Para 2010, já está em fase de análise a criação
de novas áreas protegidas: 3.044.000 hectares no Cerrado; 868.192
hectares no Pantanal; 600 mil hectares no Pampa e mais de 1.200.000
hectares na Mata Atlântica.
Outra estratégia fundamental adotada pelo
Brasil para combater o desmatamento e a extinção de espécies decorrente
desta prática é o monitoramento por satélite de todos os biomas
brasileiros, procedimento que, até 2008, era realizado apenas na
Amazônia e em parte da Mata Atlântica.
Com a identificação e controle das principais
causas do desmatamento na região, em 2009, a devastação da floresta teve
o menor índice (43% mais baixo) dos últimos 20 anos.
Os primeiros resultados sobre o Cerrado e
Caatinga, levantados entre 2002 e 2008, já foram lançados, mostrando que
quase metade da cobertura vegetal original destes biomas já foi
destruída. Para este ano, serão divulgados os dados referentes à
cobertura vegetal do Pantanal, Mata Atlântica e Pampa, referentes ao
mesmo período.
Por meio do monitoramento, é possível
estabelecer planos de ação de fiscalização, controle e combate ao
desmatamento, bem como levar alternativas sustentáveis às regiões onde o
desmate ainda é muito praticado.
Exóticas e invasoras -
Também foi lançada, em 2009, a Estratégia Nacional sobre Espécies
Exóticas Invasoras. O programa vai orientar as diferentes esferas do
Governo a fim de mitigar e prevenir os impactos negativos destas
espécies sobre a população humana, os setores produtivos, o meio
ambiente e a biodiversidade.
Os eixos deste plano são a prevenção da
introdução de novos indivíduos, bem como a mitigação da presença dos
mesmos em biomas e bacias hidrográficas do Brasil. Atualmente, as
invasões biológicas causadas por espécies exóticas invasoras são
consideradas a segunda maior causa de perda da biodiversidade biológica
do planeta, perdendo apenas para a destruição de habitats.

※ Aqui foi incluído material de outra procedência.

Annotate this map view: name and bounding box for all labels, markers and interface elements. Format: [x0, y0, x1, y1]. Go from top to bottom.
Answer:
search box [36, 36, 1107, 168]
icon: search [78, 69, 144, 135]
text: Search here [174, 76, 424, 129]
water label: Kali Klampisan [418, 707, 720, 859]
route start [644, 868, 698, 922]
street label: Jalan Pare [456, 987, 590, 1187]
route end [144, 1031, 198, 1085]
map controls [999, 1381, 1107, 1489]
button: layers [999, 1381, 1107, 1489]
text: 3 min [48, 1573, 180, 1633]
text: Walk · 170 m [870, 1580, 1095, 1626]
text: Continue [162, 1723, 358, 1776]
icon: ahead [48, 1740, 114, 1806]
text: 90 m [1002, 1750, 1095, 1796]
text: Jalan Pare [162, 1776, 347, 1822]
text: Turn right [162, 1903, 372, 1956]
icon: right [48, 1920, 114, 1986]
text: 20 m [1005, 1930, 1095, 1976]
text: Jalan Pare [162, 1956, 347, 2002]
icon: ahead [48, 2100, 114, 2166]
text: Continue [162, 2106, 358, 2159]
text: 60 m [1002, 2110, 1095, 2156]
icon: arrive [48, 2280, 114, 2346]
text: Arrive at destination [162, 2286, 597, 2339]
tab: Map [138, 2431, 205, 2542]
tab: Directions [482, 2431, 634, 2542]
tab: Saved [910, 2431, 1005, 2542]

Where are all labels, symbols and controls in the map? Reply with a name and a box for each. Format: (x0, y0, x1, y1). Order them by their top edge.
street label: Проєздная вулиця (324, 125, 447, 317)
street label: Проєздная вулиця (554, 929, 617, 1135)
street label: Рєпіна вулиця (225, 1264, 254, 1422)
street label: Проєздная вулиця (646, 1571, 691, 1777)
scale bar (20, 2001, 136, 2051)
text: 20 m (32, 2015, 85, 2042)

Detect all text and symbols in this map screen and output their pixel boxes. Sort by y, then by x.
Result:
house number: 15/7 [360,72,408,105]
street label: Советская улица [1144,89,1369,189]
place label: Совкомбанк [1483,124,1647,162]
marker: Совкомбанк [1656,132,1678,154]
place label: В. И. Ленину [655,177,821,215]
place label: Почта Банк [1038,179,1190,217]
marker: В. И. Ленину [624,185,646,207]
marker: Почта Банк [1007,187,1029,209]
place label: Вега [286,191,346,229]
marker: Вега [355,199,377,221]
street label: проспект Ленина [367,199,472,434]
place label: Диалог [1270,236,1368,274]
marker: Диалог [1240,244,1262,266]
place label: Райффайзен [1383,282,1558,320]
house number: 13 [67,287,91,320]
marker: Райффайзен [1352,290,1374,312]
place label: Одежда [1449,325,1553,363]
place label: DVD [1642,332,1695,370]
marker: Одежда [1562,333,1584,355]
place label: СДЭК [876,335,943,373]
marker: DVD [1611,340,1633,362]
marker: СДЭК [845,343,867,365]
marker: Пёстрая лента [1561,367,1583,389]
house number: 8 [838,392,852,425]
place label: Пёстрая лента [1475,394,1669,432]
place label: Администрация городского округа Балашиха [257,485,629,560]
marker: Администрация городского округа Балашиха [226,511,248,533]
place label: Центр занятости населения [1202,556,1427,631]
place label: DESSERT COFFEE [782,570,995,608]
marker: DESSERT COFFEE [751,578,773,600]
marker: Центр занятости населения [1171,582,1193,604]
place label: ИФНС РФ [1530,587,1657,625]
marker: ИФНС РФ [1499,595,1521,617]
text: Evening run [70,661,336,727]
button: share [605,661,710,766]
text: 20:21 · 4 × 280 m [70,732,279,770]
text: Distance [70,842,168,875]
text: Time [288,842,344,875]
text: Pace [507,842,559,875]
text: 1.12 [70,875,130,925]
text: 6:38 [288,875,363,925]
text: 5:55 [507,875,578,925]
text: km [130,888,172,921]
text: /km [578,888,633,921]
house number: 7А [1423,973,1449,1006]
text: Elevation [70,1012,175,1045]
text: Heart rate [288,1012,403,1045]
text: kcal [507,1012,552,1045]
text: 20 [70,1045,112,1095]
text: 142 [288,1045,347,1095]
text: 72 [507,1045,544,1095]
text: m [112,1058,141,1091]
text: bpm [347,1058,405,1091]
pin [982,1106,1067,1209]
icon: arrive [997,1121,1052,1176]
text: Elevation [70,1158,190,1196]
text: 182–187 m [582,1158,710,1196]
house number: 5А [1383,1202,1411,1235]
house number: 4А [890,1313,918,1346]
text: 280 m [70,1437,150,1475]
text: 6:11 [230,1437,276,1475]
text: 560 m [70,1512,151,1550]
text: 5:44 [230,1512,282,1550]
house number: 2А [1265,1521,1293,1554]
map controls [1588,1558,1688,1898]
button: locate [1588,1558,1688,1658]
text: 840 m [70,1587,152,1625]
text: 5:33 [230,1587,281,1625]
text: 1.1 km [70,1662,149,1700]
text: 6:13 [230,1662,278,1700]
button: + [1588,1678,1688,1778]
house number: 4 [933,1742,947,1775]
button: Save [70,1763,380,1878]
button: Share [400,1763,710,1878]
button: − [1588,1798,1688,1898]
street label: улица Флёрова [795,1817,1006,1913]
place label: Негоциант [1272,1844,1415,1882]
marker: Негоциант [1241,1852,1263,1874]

No Brasil, os custos decorrentes dos impactos
causados por estas espécies atingem cerca de U$ 50 bilhões ao ano. Entre
elas, podemos citar o mosquito da dengue, o mexilhão dourado, o caracol
gigante africano, a uva-do-japão, o capim-annoni e o amarelinho.
Também tem sido feita a atualização de listas
de espécies brasileiras ameaçadas de extinção (fauna e flora), que
servem como alerta e instrumento de monitoramento da política de
conservação destas espécies. " O número de espécies em extinção está
aumentando, o que é um sinalizador preocupante, pois demonstra que o
objetivo de reduzir a taxa de extinção não tem sido alcançado", avalia
João de Deus Medeiros, diretor do Departamento de Florestas do MMA.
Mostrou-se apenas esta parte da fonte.